Mercer’s move comes amid a broad examination launched last December by the US Securities and Exchange Commission (SEC) of retirement-fund consulting to determine whether consulting firms and money-management companies engaged in quid pro quo arrangements. The SEC also set out to examine whether clients were informed of any financial relationships between their consultants and the management companies they recommend. There have been questions asked regarding whether or not plan sponsors, who depend heavily on their investment consultants, are being provided with unbiased information or whether they are only getting recommendations to money managers who have paid consultants for endorsements, so-called “pay to play” arrangements. Mercer Investment Consulting acknowledged that it received a letter from the SEC as part of that examination and said it was cooperating (See SEC Looks At Consultant, Pension Fund Relationship )
Although there have not appear to have been many changes in the investment consulting industry yet as a result of the SEC investigation, some companies have, like Mercer, changed their businesses. In early March, Watson Wyatt Worldwide sponsored their annual Global Asset Study (GAS) meeting in the US, as it has been doing for approximately four years, but changed its attendance policy. As usual, a small group of money managers gained access to this exclusive event, held this year in Boston, as well as two others overseas, by paying WWW a yearly membership fee for the privilege of gaining up close and personal access time with consultants. However, while some money managers had, in fact, paid a fee to attend, many more attended who had not. (See “Pay to Play” Scrutiny Has Consultants Rethinking Business Structures )
Earlier this year, Wilshire Associates, a California investment advisory firm, reorganized to avoid conflicts of interest, separating the consulting division and the funds management division, each with a new chief executive (see Nesbitt Exits Wilshire Associates ). Watson Wyatt took the reorganization a step further in March, splitting its strategic consulting arm that serviced money managers from its core investment consulting business for institutional investors, creating a new Boston-based unit called Spring Consulting Group (see Watson Wyatt Spins Off Spring Consulting ). However, although the Spring Consulting Group has been moved off site, the 15-person group will still work very closely with Watson Wyatt.
Marsh & McLennan has been involved in multiple investigations of late. In mid-October, New York state Attorney General Eliot Spitzer announced a civil suit against Marsh & McLennan, calling the incentive fees it received "kickbacks" and saying they contributed to clients being forced to pay more than necessary for property and casualty insurance (See Spitzer Takes On Contingent Commissions ). Spitzer also accused Marsh & McLennan of bid-rigging and price fixing and said he wouldn't deal with the current management. Following this, Jeffrey Greenberg, Marsh & McLennan's CEO, resigned earlier this week.

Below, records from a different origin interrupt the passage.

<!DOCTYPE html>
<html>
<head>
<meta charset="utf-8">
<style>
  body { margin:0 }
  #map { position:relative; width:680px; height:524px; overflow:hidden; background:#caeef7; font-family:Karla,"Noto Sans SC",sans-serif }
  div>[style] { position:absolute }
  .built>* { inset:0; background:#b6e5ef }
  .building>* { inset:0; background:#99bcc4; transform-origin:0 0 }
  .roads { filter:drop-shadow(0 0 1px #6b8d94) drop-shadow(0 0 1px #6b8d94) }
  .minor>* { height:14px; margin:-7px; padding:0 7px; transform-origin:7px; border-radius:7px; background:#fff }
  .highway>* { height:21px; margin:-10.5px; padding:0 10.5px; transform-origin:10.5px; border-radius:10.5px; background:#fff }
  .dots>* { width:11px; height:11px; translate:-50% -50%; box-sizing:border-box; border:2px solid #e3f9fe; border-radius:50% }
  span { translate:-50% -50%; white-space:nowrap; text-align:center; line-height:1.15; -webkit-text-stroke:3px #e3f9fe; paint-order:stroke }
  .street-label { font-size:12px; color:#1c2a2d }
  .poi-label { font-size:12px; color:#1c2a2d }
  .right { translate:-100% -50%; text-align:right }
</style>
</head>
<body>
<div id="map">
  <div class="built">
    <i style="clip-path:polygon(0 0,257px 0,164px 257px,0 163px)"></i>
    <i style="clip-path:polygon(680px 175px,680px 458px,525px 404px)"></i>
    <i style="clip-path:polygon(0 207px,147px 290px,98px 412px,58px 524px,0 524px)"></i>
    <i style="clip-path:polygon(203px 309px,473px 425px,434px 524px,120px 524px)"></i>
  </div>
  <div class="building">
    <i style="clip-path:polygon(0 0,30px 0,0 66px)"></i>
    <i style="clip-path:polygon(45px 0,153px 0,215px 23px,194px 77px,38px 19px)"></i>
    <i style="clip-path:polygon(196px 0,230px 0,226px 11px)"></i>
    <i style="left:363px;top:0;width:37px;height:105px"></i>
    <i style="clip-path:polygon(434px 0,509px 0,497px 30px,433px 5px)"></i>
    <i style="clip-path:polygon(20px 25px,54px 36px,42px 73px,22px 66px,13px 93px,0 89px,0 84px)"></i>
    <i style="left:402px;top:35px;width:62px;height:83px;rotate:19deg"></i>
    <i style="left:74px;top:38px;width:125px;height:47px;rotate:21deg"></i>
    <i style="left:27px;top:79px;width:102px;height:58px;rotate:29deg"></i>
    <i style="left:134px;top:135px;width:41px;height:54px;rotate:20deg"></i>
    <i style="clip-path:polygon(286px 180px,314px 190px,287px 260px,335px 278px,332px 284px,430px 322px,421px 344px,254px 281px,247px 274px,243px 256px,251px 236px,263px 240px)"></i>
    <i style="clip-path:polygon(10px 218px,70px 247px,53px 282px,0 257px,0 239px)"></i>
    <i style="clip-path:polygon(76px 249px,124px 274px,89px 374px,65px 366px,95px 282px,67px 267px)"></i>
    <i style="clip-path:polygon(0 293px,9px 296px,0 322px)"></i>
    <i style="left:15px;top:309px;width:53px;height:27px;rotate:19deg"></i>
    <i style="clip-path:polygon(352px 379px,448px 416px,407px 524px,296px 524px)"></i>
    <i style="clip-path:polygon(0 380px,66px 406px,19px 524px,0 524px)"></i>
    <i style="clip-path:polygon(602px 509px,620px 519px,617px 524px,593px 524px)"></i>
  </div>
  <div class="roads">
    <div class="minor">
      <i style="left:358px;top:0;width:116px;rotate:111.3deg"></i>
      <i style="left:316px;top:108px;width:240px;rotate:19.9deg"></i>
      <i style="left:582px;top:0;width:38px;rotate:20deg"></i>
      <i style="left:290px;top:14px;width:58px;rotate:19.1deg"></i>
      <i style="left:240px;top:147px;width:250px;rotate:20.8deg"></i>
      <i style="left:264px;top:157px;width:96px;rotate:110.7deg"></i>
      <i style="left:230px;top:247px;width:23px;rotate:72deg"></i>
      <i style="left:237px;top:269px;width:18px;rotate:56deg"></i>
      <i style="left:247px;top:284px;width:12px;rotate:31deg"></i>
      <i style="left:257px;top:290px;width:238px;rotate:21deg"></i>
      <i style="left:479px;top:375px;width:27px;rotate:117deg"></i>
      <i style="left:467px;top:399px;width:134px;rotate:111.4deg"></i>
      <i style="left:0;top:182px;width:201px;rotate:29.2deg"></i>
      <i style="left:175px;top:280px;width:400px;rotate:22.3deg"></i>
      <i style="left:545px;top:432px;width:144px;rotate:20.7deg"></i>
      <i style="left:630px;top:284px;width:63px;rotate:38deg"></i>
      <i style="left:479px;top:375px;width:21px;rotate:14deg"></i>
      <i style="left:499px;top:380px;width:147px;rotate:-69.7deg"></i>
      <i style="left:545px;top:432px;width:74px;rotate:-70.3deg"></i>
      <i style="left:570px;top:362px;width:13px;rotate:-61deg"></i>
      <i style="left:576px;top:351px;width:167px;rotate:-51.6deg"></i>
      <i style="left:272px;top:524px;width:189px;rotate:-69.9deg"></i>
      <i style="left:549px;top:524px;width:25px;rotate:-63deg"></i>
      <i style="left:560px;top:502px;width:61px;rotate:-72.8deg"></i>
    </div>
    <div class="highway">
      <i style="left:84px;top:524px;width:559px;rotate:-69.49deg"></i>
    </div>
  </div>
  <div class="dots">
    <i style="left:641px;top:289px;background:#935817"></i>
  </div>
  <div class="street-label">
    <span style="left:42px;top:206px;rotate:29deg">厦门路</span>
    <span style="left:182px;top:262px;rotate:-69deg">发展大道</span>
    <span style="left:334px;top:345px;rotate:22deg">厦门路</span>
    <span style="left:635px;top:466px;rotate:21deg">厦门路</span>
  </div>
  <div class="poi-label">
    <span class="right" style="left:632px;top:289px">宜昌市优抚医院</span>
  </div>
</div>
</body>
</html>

Putnam Investments, another division of Marsh & McLennan, was involved last year in the mutual fund market-timing and late-trading investigation. In April the firm agreed to pay $10 million in disgorgement and a $100 million penalty in agreements with the US Securities and Exchange Commission (SEC) and Massachusetts Secretary of State William Galvin to settle charges related to the investigation. (See Details Emerge About Putnam Settlement ).
In June, Marsh & McLennan decided to merge Putnam's defined contribution plan servicing group with Mercer HR Outsourcing, another Marsh & McLennan company (See Marsh Melds Mercer, Putnam DC Operations).